Sure, so we agree?
Ah, sorry, I misunderstood that as criticism.
Do you think that forecasting like this will hurt the information landscape on average?
I’m a big fan of the development e.g. QRI’s process of making tools that make it increasingly easy to translate natural thoughts into more usable forms. In my dream world, if you told me your beliefs it would be in the form of a set of distributions that I could run a monte carlo sim on, having potentially substituted my own opinions if I felt differently confident than you (and maybe beyond that there’s still neater ways of unpacking my credences that even better tools could reveal).
Absent that, I’m a fan of forecasting, but I worry that overnormalising the naive I-say-a-number-and-you-have-no-idea-how-I-reached-it-or-how-confident-I-am-in-it form of it might get in the way of developing it into something better.
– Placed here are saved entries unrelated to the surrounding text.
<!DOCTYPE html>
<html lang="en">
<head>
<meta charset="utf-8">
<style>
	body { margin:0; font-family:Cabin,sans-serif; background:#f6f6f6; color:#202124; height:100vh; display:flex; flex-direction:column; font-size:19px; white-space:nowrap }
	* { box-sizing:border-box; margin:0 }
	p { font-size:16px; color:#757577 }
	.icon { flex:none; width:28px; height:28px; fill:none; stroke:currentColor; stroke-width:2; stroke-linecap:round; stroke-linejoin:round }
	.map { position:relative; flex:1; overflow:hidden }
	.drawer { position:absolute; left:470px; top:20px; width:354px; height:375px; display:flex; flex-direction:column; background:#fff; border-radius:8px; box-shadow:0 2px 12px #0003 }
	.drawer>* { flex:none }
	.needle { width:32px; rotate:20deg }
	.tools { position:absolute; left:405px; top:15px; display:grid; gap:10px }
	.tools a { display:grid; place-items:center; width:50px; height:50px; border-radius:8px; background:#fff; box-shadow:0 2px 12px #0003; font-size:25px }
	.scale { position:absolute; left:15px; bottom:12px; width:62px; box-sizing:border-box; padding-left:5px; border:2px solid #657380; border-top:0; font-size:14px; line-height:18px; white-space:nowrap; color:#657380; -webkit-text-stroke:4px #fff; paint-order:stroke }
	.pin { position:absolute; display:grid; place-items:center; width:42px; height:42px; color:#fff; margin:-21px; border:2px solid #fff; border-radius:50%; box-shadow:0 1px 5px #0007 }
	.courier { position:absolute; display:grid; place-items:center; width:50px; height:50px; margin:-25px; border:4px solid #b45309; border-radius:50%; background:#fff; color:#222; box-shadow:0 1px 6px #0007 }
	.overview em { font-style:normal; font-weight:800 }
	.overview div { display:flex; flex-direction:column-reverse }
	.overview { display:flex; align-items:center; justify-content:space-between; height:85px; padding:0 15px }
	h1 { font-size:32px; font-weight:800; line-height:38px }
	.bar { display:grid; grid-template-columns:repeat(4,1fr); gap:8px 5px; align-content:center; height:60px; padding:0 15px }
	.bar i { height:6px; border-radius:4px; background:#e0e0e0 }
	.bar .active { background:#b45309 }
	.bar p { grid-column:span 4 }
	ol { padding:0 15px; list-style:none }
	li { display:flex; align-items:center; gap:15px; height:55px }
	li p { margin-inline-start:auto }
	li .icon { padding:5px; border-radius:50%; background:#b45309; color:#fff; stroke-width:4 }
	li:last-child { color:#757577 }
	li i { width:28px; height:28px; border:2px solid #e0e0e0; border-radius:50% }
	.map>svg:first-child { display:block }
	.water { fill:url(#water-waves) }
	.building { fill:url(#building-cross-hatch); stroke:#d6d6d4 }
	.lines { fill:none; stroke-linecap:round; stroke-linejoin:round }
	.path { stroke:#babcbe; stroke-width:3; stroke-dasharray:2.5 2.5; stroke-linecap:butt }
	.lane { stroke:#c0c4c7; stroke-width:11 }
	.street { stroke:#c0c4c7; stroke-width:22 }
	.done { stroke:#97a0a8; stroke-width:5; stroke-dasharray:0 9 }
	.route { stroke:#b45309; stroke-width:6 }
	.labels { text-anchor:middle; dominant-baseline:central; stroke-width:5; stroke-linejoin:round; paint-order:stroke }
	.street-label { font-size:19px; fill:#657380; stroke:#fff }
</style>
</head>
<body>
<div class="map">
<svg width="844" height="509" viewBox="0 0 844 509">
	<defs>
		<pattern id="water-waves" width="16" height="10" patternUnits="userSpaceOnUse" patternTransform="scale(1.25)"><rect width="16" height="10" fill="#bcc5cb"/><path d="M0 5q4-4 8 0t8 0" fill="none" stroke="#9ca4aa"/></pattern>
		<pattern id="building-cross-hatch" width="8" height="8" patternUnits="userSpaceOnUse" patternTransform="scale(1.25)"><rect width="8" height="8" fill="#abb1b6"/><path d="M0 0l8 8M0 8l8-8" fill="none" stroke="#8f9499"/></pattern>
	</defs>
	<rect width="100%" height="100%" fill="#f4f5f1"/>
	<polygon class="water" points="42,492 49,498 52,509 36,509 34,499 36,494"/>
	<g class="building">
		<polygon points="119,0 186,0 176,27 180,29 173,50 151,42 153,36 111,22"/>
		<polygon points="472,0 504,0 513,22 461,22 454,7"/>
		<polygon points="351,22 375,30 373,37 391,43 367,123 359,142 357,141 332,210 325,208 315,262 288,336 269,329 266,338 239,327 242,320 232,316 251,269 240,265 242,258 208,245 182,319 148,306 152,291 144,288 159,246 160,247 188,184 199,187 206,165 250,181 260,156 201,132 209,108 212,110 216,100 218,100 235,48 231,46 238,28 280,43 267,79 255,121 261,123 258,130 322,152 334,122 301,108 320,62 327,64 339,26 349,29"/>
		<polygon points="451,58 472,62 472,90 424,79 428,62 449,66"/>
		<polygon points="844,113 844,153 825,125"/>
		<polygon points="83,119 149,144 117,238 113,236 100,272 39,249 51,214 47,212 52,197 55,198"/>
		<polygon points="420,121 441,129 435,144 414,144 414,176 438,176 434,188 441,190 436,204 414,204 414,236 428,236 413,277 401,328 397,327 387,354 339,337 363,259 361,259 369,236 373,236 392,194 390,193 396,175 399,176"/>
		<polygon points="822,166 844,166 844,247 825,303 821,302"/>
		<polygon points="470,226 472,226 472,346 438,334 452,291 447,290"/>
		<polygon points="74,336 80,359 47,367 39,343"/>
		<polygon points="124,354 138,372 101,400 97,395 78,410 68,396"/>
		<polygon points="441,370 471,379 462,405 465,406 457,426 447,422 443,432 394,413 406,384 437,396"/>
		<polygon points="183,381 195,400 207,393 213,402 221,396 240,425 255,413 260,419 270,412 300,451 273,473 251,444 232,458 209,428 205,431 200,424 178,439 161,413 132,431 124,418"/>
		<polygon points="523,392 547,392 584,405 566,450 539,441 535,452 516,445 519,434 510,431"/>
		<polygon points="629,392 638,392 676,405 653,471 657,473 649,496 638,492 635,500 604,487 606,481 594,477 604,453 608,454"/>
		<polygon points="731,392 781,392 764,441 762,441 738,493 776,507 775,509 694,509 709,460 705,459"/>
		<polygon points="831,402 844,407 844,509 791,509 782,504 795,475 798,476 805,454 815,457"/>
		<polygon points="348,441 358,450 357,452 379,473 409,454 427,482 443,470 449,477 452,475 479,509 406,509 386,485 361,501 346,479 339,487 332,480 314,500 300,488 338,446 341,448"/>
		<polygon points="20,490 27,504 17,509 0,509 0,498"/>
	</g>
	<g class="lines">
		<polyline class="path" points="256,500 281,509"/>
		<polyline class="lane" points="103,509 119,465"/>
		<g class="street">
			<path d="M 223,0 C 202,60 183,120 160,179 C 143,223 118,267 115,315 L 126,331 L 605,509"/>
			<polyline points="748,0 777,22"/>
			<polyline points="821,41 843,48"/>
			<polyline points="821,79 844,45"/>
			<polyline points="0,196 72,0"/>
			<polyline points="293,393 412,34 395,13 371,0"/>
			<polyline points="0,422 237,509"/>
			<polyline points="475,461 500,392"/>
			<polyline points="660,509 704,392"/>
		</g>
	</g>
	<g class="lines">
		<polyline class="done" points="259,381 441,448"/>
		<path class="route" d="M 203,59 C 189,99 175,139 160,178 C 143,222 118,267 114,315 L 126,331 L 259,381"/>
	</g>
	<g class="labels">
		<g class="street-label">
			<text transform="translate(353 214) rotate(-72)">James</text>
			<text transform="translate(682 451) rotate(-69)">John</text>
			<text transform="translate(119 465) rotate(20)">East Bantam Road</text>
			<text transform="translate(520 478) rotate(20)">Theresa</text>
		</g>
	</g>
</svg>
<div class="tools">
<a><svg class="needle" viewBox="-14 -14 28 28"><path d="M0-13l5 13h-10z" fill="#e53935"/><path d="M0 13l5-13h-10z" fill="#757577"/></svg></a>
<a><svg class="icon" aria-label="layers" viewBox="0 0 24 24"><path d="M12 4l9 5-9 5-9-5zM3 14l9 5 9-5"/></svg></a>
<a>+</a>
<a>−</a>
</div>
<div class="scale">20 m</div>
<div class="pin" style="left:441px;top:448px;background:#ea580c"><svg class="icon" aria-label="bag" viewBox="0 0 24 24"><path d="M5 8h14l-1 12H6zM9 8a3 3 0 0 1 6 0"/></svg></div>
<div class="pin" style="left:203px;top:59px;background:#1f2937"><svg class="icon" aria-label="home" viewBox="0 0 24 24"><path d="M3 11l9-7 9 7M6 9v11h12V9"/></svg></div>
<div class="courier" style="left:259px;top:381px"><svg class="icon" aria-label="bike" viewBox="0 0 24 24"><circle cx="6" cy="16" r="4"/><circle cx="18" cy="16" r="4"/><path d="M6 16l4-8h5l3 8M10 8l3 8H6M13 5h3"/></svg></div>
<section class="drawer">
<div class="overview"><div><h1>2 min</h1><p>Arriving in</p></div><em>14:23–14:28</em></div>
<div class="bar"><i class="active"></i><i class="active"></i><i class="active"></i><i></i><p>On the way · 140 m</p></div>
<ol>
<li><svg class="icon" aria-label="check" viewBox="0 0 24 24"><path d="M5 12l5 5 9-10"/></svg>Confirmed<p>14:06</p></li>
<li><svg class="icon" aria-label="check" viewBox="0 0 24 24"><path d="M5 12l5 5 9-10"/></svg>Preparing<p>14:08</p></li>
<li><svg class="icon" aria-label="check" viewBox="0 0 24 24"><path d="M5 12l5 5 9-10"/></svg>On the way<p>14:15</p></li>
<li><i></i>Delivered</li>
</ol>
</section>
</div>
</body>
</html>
I’m still highly sceptical of neglectedness as anything but a first-pass heuristic for how prioritisation organisations might spend their early research—firstly because there are so many ways a field can be ‘not neglected’ and still highly leveraged (e.g. Givewell and Giving What We Can were only able to have the comparative impact they did because the global health field had been vigorously researched but no-one had systemically done the individual-level prioritisation they did with the research results); secondly because it encourages EA to reject established learning in a way I find dangerously hubristic (FTX weren’t irresponsible—they just took a neglected approach to fundraising!).
If we must keep using this heuristic, it helps to introduce supporting heuristics like the one you mention; to which I’d add ‘look at the amount of input relative to the amount of input needed to solve the issue’. Climate has had far more input than AI safety, but it’s unclear to me whether the proportion of input it’s had to what it needs is higher.